Could you write out the lines below exactly, beginning with the first and finishing with the one that contains "position:absolute; left:18px; top:18px;"?

************

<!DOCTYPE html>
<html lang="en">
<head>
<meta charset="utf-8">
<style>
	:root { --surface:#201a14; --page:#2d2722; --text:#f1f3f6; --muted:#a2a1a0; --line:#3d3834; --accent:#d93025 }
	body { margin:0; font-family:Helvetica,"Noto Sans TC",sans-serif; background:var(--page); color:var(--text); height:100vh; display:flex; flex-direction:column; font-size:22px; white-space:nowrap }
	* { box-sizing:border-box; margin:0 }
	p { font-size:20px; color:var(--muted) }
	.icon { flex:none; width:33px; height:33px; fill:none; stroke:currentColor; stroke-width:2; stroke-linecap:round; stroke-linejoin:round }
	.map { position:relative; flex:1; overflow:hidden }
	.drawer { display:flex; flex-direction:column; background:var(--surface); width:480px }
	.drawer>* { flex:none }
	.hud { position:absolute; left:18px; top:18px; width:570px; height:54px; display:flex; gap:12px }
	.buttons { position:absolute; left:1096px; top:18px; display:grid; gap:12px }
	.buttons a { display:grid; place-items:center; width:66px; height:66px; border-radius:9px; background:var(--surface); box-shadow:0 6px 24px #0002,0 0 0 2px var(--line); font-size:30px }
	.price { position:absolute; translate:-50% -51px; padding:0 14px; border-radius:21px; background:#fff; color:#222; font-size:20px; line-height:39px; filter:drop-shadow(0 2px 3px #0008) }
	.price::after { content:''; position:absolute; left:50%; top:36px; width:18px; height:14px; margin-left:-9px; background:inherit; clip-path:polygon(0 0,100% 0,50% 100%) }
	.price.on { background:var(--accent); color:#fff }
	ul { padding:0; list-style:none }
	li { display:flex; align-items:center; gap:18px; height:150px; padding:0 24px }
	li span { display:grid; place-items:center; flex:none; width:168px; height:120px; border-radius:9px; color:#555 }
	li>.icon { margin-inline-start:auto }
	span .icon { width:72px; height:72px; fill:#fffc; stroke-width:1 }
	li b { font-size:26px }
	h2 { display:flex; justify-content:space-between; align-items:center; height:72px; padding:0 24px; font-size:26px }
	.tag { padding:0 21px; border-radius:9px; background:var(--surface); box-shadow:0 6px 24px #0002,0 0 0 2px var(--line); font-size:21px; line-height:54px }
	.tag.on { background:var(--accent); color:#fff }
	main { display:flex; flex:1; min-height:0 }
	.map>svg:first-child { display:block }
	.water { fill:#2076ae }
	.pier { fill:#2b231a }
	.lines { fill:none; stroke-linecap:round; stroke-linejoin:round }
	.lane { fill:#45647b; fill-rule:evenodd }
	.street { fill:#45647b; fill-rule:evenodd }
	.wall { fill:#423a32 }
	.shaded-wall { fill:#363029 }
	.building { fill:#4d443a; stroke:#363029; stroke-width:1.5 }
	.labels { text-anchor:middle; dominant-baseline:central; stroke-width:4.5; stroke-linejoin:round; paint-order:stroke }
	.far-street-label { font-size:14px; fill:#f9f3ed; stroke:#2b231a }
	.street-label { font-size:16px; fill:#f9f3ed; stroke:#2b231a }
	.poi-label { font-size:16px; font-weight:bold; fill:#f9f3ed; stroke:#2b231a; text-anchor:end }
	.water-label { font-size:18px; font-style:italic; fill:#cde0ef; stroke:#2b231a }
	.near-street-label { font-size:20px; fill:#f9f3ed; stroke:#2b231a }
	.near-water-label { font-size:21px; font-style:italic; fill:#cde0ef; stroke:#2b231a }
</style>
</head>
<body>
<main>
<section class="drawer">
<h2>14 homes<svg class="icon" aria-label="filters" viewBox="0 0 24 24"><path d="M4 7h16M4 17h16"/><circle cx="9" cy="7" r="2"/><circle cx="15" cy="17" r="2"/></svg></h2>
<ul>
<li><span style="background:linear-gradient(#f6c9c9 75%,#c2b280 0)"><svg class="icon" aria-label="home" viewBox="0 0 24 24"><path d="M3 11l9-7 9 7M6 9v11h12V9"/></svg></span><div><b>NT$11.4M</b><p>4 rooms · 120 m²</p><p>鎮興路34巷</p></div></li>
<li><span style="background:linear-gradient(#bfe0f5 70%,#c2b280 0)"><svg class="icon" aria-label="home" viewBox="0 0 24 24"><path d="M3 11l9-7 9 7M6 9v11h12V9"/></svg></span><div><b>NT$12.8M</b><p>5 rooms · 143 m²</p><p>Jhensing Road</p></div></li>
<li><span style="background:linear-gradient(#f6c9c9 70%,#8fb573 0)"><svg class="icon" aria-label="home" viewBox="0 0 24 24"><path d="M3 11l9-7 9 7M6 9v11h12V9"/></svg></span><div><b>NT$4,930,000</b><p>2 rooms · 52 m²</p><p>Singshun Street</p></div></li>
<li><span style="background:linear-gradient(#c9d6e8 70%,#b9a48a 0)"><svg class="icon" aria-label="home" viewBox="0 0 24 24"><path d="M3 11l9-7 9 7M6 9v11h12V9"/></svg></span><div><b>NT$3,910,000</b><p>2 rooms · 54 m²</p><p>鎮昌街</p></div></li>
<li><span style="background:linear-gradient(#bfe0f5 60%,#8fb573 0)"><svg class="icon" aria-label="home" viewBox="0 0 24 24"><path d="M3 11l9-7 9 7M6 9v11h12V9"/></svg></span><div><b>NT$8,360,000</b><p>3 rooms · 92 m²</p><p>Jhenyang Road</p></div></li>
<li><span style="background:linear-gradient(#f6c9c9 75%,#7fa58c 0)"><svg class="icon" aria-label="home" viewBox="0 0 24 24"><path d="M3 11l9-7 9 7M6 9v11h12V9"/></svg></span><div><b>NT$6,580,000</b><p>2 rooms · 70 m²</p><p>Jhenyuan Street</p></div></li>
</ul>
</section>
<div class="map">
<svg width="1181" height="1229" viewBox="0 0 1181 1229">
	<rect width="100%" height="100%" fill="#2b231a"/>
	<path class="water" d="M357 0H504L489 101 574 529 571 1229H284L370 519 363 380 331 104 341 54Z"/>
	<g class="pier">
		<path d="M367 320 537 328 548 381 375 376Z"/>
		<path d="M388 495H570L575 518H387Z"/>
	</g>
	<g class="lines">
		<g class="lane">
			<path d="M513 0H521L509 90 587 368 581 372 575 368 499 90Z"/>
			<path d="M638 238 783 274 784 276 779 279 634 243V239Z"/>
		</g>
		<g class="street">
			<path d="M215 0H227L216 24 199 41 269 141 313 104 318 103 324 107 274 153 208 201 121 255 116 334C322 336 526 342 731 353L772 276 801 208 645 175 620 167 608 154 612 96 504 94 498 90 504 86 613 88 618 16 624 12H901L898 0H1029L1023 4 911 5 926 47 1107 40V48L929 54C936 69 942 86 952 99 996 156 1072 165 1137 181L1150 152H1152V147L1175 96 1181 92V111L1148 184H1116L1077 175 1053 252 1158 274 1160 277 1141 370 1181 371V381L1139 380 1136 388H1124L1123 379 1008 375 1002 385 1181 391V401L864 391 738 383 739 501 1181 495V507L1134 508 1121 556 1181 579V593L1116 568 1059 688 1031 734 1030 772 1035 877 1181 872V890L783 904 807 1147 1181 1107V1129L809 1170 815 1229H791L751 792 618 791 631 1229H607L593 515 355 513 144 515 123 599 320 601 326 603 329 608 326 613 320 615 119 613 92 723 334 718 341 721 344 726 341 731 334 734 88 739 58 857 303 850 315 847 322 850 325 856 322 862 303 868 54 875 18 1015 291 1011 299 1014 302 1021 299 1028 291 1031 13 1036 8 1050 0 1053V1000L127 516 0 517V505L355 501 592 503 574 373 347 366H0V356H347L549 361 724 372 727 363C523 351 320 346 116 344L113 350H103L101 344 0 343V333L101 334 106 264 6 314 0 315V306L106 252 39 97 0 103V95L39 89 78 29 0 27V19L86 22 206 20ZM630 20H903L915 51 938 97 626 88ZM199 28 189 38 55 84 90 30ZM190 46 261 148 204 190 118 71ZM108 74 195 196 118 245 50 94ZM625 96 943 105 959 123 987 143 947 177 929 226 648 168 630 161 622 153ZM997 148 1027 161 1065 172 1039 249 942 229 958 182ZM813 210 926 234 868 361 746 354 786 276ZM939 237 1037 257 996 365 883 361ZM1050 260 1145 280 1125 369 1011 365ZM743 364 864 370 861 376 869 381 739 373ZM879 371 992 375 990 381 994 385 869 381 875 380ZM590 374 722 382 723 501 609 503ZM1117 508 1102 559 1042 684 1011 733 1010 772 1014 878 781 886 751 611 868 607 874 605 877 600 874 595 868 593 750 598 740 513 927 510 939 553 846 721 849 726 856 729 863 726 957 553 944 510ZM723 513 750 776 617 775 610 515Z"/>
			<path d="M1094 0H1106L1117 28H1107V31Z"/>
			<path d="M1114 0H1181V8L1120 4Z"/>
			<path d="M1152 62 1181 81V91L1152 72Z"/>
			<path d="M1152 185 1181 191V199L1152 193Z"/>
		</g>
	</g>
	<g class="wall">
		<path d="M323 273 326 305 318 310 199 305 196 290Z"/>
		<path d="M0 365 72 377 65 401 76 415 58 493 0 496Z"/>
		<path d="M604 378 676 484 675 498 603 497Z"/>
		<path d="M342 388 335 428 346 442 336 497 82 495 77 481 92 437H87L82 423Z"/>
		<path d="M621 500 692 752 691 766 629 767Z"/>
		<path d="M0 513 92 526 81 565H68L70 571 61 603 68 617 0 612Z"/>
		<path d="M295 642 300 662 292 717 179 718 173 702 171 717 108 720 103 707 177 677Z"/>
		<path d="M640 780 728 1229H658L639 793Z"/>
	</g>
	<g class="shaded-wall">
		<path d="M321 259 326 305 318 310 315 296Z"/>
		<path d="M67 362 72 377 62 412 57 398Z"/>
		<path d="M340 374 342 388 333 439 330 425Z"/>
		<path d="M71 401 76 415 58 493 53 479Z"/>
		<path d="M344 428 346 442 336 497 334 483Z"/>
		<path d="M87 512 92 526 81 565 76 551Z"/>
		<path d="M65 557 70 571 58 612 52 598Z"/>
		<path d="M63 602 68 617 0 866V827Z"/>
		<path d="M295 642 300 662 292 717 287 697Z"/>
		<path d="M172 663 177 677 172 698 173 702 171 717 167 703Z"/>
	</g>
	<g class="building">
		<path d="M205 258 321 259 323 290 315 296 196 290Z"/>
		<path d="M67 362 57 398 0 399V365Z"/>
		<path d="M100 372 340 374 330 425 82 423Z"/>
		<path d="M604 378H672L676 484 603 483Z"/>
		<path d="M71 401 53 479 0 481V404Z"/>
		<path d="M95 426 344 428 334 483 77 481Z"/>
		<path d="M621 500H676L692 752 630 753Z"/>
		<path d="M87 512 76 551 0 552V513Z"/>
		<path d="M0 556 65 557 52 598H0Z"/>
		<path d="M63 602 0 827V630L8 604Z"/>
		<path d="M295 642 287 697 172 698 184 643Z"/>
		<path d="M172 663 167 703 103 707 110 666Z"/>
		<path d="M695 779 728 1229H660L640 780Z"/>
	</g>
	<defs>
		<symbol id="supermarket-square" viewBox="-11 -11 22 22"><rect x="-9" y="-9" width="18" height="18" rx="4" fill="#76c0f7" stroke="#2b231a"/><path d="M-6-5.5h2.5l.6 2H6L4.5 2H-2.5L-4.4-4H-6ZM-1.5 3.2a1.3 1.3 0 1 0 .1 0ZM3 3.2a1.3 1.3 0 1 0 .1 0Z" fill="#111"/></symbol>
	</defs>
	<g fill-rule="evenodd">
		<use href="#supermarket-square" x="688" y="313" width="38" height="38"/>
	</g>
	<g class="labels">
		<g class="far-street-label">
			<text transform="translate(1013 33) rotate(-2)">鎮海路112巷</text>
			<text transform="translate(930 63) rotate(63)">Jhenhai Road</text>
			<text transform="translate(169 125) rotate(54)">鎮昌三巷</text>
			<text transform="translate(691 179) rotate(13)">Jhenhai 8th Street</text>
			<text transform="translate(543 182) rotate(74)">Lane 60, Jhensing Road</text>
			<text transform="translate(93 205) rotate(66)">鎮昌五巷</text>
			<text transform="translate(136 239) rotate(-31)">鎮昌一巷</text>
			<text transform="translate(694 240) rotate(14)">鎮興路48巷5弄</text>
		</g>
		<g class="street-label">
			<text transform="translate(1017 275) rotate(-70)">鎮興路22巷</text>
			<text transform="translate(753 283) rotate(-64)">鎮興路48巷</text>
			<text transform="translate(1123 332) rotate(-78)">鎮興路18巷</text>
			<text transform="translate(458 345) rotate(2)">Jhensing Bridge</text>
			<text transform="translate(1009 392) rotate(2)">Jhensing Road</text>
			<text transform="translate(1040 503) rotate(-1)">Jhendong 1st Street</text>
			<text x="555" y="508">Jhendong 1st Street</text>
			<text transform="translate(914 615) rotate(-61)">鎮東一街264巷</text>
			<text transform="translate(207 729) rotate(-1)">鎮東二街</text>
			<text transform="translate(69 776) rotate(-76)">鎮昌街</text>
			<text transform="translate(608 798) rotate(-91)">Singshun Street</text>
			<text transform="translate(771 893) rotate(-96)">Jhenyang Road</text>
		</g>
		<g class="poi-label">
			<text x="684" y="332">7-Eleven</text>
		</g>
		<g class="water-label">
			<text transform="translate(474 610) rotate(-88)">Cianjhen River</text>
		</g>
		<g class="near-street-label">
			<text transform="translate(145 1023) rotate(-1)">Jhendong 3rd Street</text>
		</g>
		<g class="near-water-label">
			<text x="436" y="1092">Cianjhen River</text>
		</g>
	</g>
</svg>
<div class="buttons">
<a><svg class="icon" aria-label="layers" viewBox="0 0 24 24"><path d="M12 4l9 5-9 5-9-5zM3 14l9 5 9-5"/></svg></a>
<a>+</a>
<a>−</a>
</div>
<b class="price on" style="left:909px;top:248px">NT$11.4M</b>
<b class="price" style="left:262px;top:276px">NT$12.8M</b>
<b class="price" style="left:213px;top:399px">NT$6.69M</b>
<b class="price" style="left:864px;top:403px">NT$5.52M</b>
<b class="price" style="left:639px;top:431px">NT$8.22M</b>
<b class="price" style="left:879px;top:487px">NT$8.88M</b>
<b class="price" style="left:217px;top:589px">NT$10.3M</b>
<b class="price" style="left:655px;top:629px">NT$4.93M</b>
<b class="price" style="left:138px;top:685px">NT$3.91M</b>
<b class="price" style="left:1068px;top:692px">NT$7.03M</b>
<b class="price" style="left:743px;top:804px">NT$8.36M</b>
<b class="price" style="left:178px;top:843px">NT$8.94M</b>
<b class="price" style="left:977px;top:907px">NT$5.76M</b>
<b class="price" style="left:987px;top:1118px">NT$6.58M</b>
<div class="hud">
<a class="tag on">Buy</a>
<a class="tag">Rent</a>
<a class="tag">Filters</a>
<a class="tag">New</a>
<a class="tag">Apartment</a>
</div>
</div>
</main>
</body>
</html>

************

### Answer section
<!DOCTYPE html>
<html lang="en">
<head>
<meta charset="utf-8">
<style>
	:root { --surface:#201a14; --page:#2d2722; --text:#f1f3f6; --muted:#a2a1a0; --line:#3d3834; --accent:#d93025 }
	body { margin:0; font-family:Helvetica,"Noto Sans TC",sans-serif; background:var(--page); color:var(--text); height:100vh; display:flex; flex-direction:column; font-size:22px; white-space:nowrap }
	* { box-sizing:border-box; margin:0 }
	p { font-size:20px; color:var(--muted) }
	.icon { flex:none; width:33px; height:33px; fill:none; stroke:currentColor; stroke-width:2; stroke-linecap:round; stroke-linejoin:round }
	.map { position:relative; flex:1; overflow:hidden }
	.drawer { display:flex; flex-direction:column; background:var(--surface); width:480px }
	.drawer>* { flex:none }
	.hud { position:absolute; left:18px; top:18px; width:570px; height:54px; display:flex; gap:12px }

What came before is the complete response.